Les agglos de Nantes, Lille, Caen, Angers, Toulouse, Cholet, Chambéry, Tours... Les régions Pays de la Loire, Bourgogne, Alsace... Le Gart a interrogé un échantillon de collectivités (1) sur les pratiques d'intermodalité vélo-transports collectifs qui permettent d'augmenter la zone de rayonnement des transports collectifs.

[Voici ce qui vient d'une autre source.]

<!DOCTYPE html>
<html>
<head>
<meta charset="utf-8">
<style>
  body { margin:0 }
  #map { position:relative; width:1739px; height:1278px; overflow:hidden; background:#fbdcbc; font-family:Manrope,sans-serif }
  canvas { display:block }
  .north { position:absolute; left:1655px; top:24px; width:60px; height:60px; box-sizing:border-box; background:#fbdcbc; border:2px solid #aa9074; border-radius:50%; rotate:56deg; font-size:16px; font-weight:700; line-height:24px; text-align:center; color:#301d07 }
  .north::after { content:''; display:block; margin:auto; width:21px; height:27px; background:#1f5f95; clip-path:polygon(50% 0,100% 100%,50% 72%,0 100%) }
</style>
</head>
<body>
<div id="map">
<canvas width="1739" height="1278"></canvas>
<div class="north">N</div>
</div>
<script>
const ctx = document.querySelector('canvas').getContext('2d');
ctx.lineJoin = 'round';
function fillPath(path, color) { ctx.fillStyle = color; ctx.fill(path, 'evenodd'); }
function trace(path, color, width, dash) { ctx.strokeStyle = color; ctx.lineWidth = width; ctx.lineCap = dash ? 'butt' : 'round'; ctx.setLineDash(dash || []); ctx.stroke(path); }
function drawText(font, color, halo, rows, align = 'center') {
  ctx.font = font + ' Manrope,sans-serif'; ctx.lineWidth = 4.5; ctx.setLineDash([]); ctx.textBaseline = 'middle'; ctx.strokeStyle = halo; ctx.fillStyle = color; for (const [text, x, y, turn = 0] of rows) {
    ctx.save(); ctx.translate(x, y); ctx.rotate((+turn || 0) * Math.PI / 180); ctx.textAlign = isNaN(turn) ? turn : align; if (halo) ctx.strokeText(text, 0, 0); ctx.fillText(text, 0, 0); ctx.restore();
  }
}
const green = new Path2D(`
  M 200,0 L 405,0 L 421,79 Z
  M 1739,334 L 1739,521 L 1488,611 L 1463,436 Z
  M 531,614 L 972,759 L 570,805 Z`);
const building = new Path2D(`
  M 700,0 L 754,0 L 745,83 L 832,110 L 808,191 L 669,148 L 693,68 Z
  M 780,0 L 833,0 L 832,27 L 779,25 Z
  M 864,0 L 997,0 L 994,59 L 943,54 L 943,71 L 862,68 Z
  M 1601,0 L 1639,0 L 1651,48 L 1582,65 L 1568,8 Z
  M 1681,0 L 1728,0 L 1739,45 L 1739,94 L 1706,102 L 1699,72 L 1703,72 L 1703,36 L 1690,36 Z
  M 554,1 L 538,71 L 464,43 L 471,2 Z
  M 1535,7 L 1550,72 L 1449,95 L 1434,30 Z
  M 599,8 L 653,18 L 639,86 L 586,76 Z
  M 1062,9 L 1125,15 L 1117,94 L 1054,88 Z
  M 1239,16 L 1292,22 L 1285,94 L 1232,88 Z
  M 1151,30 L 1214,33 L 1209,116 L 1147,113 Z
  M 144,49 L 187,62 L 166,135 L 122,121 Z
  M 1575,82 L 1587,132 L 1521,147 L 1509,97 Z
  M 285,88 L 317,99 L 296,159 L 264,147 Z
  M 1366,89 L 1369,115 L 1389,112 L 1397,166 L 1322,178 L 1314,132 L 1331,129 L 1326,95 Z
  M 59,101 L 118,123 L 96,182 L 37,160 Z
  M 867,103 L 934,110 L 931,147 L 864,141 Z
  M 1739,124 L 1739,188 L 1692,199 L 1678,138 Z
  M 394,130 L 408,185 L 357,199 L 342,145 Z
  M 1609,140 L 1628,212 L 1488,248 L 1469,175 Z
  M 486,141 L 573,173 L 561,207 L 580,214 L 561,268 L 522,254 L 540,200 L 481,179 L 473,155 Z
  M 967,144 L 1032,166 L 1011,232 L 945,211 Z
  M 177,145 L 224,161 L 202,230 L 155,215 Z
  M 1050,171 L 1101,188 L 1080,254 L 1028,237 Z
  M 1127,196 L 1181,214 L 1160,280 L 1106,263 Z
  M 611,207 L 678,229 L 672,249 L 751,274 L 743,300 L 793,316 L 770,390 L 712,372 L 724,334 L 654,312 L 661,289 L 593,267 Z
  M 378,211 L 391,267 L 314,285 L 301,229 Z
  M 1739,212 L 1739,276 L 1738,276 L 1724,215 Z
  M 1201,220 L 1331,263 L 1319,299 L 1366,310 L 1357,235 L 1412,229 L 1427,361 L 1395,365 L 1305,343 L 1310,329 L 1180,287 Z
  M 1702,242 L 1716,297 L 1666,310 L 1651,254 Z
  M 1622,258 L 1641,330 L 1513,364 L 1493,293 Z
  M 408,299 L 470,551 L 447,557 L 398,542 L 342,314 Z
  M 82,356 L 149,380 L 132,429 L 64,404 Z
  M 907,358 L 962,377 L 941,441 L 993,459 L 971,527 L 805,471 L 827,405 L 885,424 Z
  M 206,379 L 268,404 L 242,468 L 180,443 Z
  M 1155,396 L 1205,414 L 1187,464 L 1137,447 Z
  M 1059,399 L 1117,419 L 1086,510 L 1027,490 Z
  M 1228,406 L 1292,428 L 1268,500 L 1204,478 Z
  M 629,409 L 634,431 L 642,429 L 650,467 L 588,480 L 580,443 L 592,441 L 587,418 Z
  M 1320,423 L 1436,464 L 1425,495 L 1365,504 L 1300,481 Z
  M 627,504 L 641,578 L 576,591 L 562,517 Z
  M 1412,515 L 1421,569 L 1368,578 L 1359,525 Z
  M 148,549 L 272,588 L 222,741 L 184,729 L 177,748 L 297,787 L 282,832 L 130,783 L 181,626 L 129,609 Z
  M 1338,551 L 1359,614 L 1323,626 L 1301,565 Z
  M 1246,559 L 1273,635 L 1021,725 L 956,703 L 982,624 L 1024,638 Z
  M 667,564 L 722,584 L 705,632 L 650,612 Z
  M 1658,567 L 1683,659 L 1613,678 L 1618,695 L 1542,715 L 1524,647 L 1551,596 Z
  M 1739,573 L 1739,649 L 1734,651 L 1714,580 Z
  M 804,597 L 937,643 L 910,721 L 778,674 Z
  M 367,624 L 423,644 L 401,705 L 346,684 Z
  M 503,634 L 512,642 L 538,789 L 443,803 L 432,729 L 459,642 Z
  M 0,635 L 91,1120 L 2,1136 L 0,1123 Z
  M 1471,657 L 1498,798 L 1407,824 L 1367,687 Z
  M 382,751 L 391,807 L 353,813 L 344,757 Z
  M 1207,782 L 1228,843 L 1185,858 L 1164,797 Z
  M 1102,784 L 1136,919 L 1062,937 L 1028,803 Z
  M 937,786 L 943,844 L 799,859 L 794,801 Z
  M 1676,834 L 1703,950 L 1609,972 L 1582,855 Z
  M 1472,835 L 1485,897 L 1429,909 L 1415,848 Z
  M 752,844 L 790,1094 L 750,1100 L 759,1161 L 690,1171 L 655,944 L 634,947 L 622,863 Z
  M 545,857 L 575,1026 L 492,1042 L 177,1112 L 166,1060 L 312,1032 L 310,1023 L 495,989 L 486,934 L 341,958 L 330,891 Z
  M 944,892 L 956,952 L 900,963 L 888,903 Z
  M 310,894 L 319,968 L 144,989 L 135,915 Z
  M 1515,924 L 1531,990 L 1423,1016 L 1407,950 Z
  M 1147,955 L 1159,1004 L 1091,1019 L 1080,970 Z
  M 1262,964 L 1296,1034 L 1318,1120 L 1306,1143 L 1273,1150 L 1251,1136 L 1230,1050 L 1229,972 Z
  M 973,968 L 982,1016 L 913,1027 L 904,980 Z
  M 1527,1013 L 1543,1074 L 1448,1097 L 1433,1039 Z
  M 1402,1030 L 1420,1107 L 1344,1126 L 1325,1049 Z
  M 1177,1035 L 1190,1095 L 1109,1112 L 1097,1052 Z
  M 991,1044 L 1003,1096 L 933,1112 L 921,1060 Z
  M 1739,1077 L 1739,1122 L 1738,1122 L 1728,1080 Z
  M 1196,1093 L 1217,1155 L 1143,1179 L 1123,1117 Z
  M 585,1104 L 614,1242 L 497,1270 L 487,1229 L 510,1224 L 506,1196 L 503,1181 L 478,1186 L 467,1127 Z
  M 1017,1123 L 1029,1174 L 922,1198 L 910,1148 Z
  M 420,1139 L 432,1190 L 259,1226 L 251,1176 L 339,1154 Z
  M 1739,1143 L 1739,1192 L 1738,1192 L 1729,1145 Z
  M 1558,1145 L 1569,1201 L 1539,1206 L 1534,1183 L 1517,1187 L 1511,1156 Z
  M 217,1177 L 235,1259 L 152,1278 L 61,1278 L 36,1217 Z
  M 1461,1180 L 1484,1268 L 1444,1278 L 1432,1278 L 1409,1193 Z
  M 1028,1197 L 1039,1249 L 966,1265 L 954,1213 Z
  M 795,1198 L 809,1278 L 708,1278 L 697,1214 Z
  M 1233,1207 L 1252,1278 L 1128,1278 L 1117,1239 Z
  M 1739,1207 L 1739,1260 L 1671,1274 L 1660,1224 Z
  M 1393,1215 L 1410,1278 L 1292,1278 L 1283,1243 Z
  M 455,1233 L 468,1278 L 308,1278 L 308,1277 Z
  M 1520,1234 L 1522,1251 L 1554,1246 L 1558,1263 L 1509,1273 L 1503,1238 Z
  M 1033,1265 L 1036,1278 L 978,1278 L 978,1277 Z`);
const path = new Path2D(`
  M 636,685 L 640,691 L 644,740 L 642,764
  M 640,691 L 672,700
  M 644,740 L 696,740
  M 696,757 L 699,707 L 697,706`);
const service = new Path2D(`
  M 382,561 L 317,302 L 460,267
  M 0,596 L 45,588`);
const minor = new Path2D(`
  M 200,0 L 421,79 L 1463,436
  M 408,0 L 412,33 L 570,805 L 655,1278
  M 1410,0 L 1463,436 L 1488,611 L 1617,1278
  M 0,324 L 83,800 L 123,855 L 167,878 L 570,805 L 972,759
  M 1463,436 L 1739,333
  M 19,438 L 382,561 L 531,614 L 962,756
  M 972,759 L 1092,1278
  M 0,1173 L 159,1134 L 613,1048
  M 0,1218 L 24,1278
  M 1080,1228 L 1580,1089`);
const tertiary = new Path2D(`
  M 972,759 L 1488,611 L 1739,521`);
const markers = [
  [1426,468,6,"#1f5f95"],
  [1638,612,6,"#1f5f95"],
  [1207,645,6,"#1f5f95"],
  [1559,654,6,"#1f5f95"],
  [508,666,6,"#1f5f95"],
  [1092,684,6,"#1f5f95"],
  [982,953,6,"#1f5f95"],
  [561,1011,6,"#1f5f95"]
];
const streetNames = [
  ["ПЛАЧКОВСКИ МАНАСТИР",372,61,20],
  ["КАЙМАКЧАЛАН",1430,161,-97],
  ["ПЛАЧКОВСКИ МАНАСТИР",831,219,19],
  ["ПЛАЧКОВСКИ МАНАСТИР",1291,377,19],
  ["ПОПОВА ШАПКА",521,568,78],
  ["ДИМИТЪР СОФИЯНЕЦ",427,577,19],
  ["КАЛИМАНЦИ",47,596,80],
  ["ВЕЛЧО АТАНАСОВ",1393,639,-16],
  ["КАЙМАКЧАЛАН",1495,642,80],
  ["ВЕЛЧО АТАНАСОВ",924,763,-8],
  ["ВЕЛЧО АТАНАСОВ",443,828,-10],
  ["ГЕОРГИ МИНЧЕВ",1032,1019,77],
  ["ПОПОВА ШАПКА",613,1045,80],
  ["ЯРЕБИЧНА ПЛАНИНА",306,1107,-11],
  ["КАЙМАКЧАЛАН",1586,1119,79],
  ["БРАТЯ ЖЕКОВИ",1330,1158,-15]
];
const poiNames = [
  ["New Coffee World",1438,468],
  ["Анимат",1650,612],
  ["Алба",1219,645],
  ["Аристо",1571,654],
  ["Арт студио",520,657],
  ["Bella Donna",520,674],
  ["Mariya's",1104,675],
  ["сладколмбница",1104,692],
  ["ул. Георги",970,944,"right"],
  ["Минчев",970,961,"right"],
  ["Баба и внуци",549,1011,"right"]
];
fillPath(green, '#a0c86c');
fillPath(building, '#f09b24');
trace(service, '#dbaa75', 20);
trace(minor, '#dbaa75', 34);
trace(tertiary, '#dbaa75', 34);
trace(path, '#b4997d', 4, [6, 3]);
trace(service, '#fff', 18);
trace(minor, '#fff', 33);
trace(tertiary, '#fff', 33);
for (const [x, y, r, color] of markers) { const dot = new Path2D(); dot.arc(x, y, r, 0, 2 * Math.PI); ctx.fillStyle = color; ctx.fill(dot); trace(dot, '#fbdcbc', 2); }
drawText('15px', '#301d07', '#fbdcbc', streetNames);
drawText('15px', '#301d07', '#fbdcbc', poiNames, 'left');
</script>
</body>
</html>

L'association d'élus en publie aujourd'hui les bonnes pratiques sur son site web. compile à la fois les actions mises en œuvre par les collectivités et les opérateurs pour mieux lier l'usage du vélo et des transports collectifs, et identifie les leviers qui facilitent cette intermodalité.

Des exemples d'actions

L'enquête du Gart recense trois grands types d'actions mises en places par les autorités organisatrices de la mobilité (AOM) pour améliorer l'intermodalité vélo-transports collectifs :
- le déploiement d'infrastructures (stationnement, itinéraires cyclables de rabattement vers les stations, modalités d'embarquement des vélos à bord des transports publics) ;
- la création de services de vélos en lien avec les transports (VLS, information intermodale des usagers) ;
- les incitations à pratiquer des trajets intermodaux (quota de places réservées dans les stations aux abonnés aux transports ou abonnement obligatoire, tarification combinée et/ou homogène sur un territoire, billettique commune...)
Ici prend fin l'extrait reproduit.